Lines in the entries below where the word "button" shows up should each be copied.

-- THE RECORDS follows --

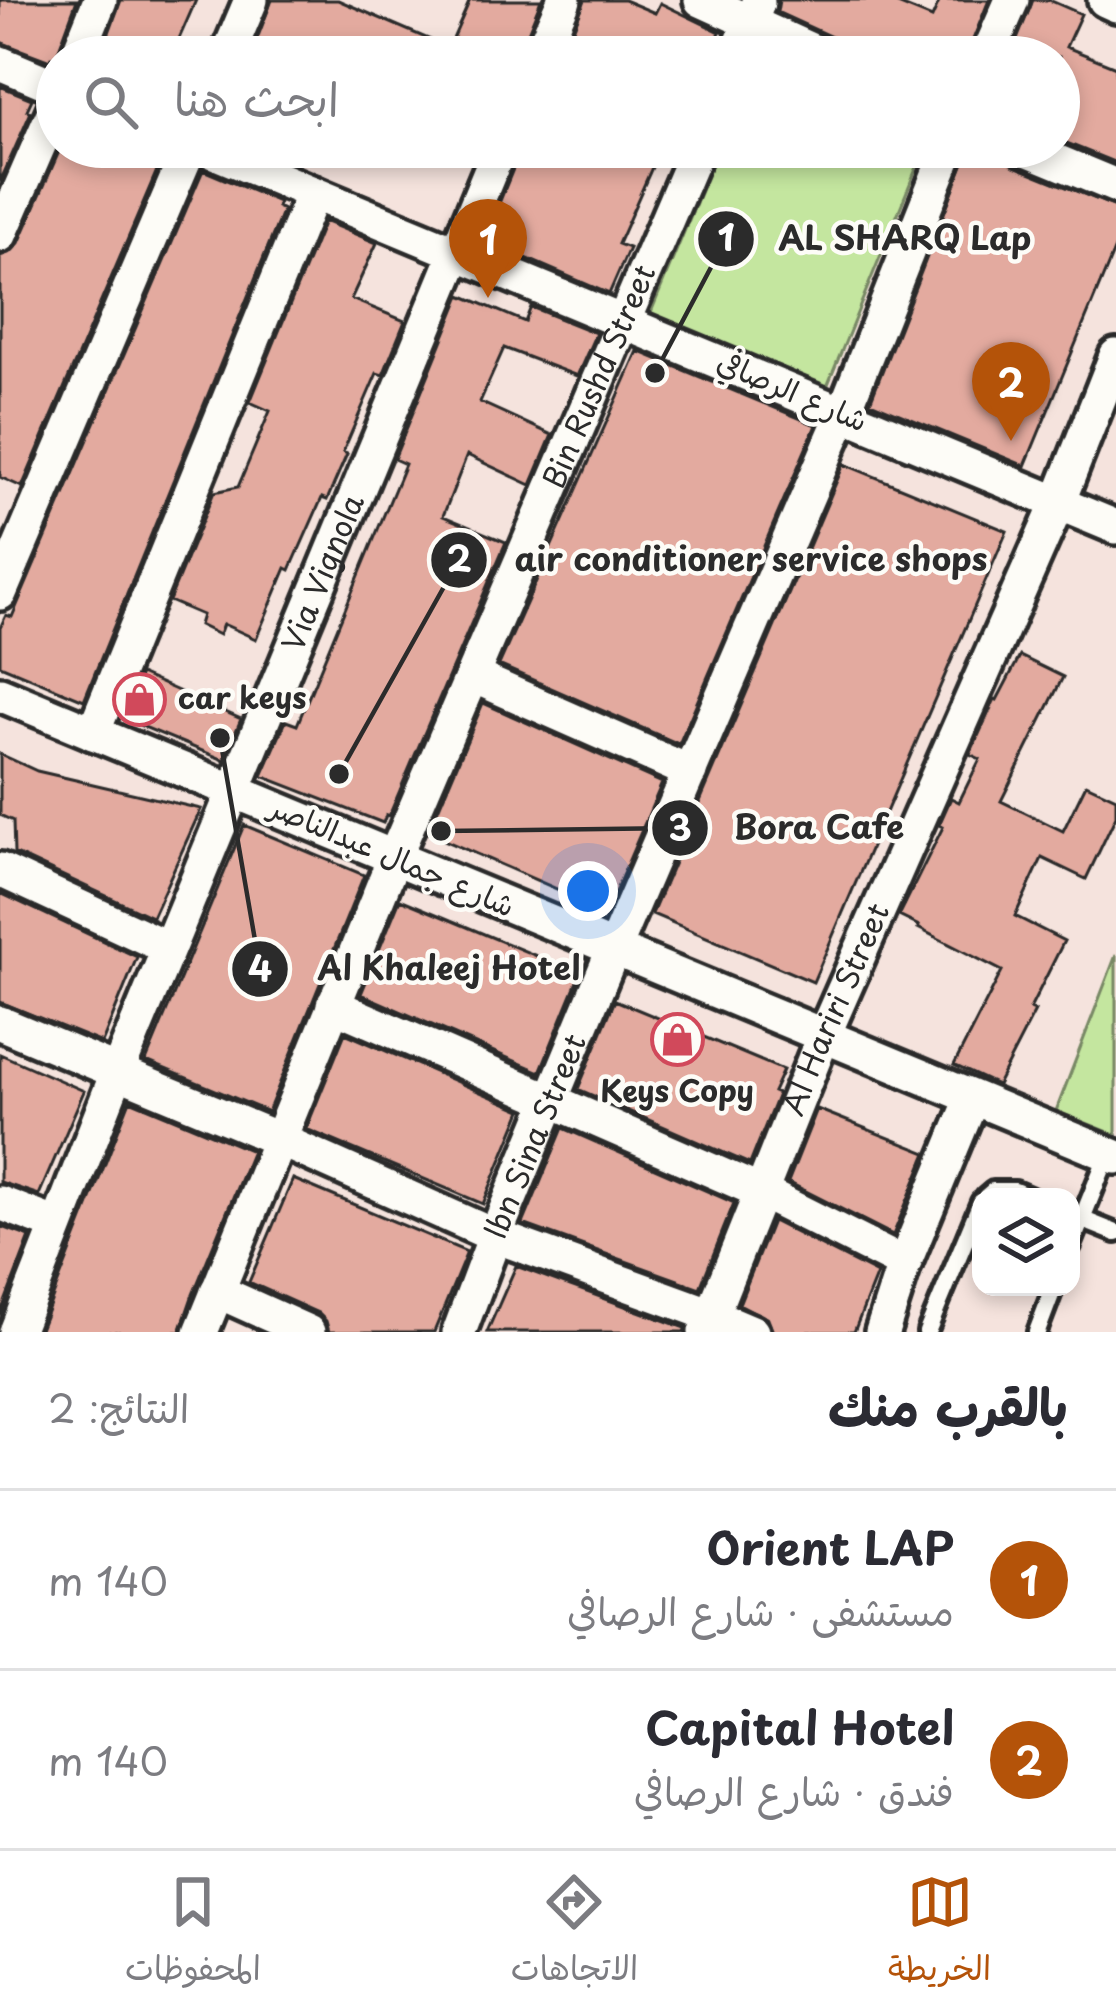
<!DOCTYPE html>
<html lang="ar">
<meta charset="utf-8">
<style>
:root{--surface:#fff;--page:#f7f7f7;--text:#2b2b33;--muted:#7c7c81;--line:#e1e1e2;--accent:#b45309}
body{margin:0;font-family:"Playpen Sans","Playpen Sans Arabic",sans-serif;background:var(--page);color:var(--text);direction:rtl}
.controls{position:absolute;right:36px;bottom:36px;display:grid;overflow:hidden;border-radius:24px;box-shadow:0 6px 18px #0003}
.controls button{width:108px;height:108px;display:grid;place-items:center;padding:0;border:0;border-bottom:3px solid var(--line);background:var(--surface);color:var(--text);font:60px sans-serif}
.you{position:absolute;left:588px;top:891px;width:42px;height:42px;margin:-30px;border:9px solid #fff;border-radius:50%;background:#1a73e8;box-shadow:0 0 0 18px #1a73e833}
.badge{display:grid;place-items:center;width:78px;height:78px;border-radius:50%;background:var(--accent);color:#fff;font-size:39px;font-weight:700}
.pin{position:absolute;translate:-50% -99px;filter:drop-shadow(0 3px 6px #0008)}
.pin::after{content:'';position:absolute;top:63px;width:42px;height:36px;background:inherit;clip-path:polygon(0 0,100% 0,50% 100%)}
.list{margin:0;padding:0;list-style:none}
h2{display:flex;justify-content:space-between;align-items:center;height:156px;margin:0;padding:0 48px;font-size:51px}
h2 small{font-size:39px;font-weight:400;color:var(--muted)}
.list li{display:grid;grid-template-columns:78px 1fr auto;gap:36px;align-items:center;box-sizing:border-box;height:180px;padding:0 48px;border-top:3px solid var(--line)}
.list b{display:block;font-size:45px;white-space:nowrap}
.list p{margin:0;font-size:39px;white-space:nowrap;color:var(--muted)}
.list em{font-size:39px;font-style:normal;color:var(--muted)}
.icon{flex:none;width:66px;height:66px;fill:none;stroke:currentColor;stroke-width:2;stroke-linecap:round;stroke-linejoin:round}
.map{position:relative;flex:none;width:1116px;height:1332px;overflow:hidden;direction:ltr}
.search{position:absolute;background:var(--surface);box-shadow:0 6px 18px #0003;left:36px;right:36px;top:36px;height:132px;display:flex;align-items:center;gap:30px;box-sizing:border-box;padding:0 42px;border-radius:66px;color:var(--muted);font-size:45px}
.sheet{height:516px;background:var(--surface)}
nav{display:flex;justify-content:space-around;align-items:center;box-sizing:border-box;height:168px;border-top:3px solid var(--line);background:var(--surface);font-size:33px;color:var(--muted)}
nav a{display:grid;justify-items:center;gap:6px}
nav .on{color:var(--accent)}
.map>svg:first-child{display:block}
.green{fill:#c4e69f;stroke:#788865;stroke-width:3}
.building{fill:#e3aa9f;stroke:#2b2b2b;stroke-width:3}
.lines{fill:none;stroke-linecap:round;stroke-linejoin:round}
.service-casing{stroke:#2b2b2b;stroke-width:26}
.minor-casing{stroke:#2b2b2b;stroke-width:42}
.service{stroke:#fdfcf7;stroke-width:16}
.minor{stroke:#fdfcf7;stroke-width:33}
.labels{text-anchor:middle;stroke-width:9;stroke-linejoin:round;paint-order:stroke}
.street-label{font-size:30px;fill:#2b2b2b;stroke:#fdfcf7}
.poi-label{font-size:30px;font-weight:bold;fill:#2b2b2b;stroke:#fdfcf7;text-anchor:start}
.leader{fill:none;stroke:#2b2b2b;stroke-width:4.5}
.callout-dot{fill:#2b2b2b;stroke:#fdfcf7;stroke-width:4.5}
.mark-label{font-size:36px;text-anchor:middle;font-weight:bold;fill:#fff}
.callout-label{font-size:33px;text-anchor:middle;font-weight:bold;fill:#2b2b2b;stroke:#fdfcf7;stroke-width:9;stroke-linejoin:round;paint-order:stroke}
</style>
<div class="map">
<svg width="1116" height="1332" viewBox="0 0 1116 1332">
<rect width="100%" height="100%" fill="#f5e3dd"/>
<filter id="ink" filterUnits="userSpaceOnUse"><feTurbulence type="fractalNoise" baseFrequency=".00833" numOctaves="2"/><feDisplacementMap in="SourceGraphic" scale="24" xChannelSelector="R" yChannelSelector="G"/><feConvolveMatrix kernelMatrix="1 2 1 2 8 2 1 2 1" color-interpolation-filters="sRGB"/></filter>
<g filter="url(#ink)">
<path class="green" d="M 719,147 L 925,147 L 824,394 L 647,322 Z
M 1116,955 L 1116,1135 L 1056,1111 Z"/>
<path class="building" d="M 0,0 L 77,0 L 56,57 L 51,57 L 50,61 L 0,42 Z
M 121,0 L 196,0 L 171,57 L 100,57 Z
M 272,0 L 338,0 L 449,48 L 470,0 L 541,0 L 518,57 L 250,57 Z
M 585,0 L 624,0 L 655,13 L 660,3 L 720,32 L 709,57 L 562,57 Z
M 779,0 L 888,0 L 932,18 L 940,0 L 989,0 L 966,57 L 847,57 L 844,46 L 836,39 L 777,12 Z
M 1033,0 L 1049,0 L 1081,14 L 1066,47 L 1116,67 L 1116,163 L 1059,140 L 1059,57 L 1010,57 Z
M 0,86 L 32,99 L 27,110 L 31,112 L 0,182 Z
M 61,147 L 167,147 L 22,487 L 0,477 L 0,256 L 11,252 L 19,243 Z
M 522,147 L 661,147 L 618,244 L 629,248 L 609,294 L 484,240 Z
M 970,147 L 1001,147 L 1005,159 L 1014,166 L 1116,207 L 1116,246 L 1025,466 L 870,402 Z
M 203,170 L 279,202 L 277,207 L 283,210 L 84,700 L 0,665 L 0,628 L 6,615 L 12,617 Z
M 324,221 L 377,243 L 351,299 L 405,321 L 383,375 L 377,373 L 343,452 L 347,454 L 327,500 L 322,498 L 290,570 L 286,568 L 256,639 L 223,624 L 219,635 L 199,625 L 202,615 L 169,601 L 214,492 L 238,487 L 270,411 L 250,402 Z
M 461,295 L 525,322 L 531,307 L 596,333 L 577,376 L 504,348 L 480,402 L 552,435 L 531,485 L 467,455 L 443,516 L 506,542 L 389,816 L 386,815 L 383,823 L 262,776 L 286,721 L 297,725 L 405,464 L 394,459 Z
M 638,351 L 816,425 L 679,744 L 499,665 Z
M 844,464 L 1007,531 L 813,982 L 652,914 Z
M 1020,656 L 1063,677 L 1001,801 L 1063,831 L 1086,784 L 1116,798 L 1116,816 L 1086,879 L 1042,858 L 1015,916 L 1064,941 L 1030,1009 L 1035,1011 L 997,1085 L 954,1065 L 1002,971 L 918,928 L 919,926 L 899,916 L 943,827 L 939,825 L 951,798 L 959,802 L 980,759 L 970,754 L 995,699 L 997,700 Z
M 140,674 L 241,719 L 224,760 L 122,718 Z
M 483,703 L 662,783 L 607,911 L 428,833 Z
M 0,754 L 37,771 L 201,809 L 152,917 L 14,853 L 13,821 L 0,815 Z
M 244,825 L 364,875 L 268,1112 L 146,1061 Z
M 0,893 L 137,957 L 102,1043 L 0,1002 Z
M 400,899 L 580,974 L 540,1072 L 361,994 Z
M 615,1000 L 783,1070 L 773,1092 L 778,1094 L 750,1164 L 578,1089 Z
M 345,1033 L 522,1110 L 483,1204 L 306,1129 Z
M 0,1054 L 84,1091 L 39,1195 L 0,1182 Z
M 130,1100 L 252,1151 L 192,1297 L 180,1332 L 39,1332 Z
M 817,1109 L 927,1153 L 893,1235 L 788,1182 Z
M 563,1128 L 734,1203 L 700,1288 L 523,1224 Z
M 293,1179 L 467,1252 L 434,1332 L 329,1332 L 326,1321 L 318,1313 L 249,1282 Z
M 772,1221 L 877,1274 L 854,1332 L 773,1332 L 768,1319 L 739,1304 Z
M 0,1226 L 30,1237 L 0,1315 Z
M 516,1266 L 685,1328 L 684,1332 L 487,1332 Z"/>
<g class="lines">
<defs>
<path id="service" d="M 986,1197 L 993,1191 L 1015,1191 L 1029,1197
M 1071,1215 L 1116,1233
M 1071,1246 L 1108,1154
M 927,1332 L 981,1202
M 1037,1332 L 1054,1287"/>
<g id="minor">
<path d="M 701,0 L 826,57"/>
<path d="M 1105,0 L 1116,5"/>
<path d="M 77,57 L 100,0"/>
<path d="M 227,57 L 251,0"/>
<path d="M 539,57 L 564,0"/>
<path d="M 736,57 L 758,3"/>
<path d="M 987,57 L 1012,0"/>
<path d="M 0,63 L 57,87"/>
<path d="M 202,147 L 1116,527"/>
<path d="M 1022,147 L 1116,186"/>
<path d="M 0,235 L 57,104"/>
<path d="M 0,593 L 190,147"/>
<path d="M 473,676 L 690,772"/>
<path d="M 0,694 L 1116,1157"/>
<path d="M 93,733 L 313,193"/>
<path d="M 0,870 L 168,948"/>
<path d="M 333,1005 L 761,1192 L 904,1264"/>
<path d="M 0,1023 L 278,1139 L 495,1236 L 712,1315 L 752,1332"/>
<path d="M 0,1203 L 57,1225"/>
<path d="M 217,1291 L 308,1332"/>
<path id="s1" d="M 16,1332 L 117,1073 L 500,147"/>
<path id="s2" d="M 201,1332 L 394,858 L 698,147"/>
<path id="s3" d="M 459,1332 L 495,1236 L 613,950 L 843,414 L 949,147"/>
<path id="s4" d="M 705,1332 L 823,1037 L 1058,503 L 1116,356"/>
<path d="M 882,1332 L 904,1264 L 972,1099"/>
</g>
</defs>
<use href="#service" class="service-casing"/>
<use href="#minor" class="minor-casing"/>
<use href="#service" class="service"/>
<use href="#minor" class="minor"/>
</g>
</g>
<defs>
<symbol id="shop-ring" viewBox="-11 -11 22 22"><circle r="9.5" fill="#fdfcf7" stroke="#d1495b" stroke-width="1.5"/><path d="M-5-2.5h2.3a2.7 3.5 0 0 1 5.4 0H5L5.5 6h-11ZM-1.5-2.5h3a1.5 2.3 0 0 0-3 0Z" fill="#d1495b"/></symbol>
</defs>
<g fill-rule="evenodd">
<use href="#shop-ring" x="110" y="670" width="59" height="59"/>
<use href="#shop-ring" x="648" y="1010" width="59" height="59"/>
</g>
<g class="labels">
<g class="street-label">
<text dy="10" stroke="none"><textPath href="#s2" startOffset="1035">Bin Rushd Street</textPath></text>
<text transform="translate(792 392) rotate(23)" y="10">شارع الرصافي</text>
<text dy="10" stroke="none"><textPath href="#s1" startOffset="819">Via Vignola</textPath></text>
<text transform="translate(392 857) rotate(23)" y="10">شارع جمال عبدالناصر</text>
<text dy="10" stroke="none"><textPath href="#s4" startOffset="348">Al Hariri Street</textPath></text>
<text dy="10" stroke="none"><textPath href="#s3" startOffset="210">Ibn Sina Street</textPath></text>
</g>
<g class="poi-label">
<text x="178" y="709">car keys</text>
<text x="677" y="1102" text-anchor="middle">Keys Copy</text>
</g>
</g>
<path class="leader" d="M655 373L726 239M339 774L459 560M441 831L680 828M220 738L260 969"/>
<g class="callout-dot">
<circle cx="655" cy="373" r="12"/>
<circle cx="339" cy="774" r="12"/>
<circle cx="441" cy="831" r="12"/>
<circle cx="220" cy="738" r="12"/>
<circle cx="726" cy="239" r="30"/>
<circle cx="459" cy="560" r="30"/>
<circle cx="680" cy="828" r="30"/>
<circle cx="260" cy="969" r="30"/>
</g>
<g class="mark-label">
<text x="726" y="251">1</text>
<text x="459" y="572">2</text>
<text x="680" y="841">3</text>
<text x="260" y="982">4</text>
</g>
<g class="callout-label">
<text x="905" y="250">AL SHARQ Lap</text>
<text x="751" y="571">air conditioner service shops</text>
<text x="819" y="839">Bora Cafe</text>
<text x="449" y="980">Al Khaleej Hotel</text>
</g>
</svg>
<div class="controls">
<button><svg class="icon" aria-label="layers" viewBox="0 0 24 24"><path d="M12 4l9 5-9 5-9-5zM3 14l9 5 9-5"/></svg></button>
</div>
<div class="you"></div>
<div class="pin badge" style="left:488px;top:298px">1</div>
<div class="pin badge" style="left:1011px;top:441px">2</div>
<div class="search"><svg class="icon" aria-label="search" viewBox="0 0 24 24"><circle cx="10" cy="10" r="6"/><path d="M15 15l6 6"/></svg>ابحث هنا</div>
</div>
<section class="sheet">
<h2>بالقرب منك<small>النتائج: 2</small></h2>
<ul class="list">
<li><span class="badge">1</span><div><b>Orient LAP</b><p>مستشفى · شارع الرصافي</p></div><em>140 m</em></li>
<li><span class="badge">2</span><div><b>Capital Hotel</b><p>فندق · شارع الرصافي</p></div><em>140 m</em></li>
</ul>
</section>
<nav>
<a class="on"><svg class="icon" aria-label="map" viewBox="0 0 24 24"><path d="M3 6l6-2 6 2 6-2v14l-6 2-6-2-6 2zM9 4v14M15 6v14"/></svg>الخريطة</a>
<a><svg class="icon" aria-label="directions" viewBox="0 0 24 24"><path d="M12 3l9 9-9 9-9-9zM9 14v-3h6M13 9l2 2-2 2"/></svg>الاتجاهات</a>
<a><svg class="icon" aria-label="saved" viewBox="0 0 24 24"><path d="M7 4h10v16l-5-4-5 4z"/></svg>المحفوظات</a>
</nav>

-- THE RECORDS concluded --

• **RESPONSE AREA**
.controls button{width:108px;height:108px;display:grid;place-items:center;padding:0;border:0;border-bottom:3px solid var(--line);background:var(--surface);color:var(--text);font:60px sans-serif}
<button><svg class="icon" aria-label="layers" viewBox="0 0 24 24"><path d="M12 4l9 5-9 5-9-5zM3 14l9 5 9-5"/></svg></button>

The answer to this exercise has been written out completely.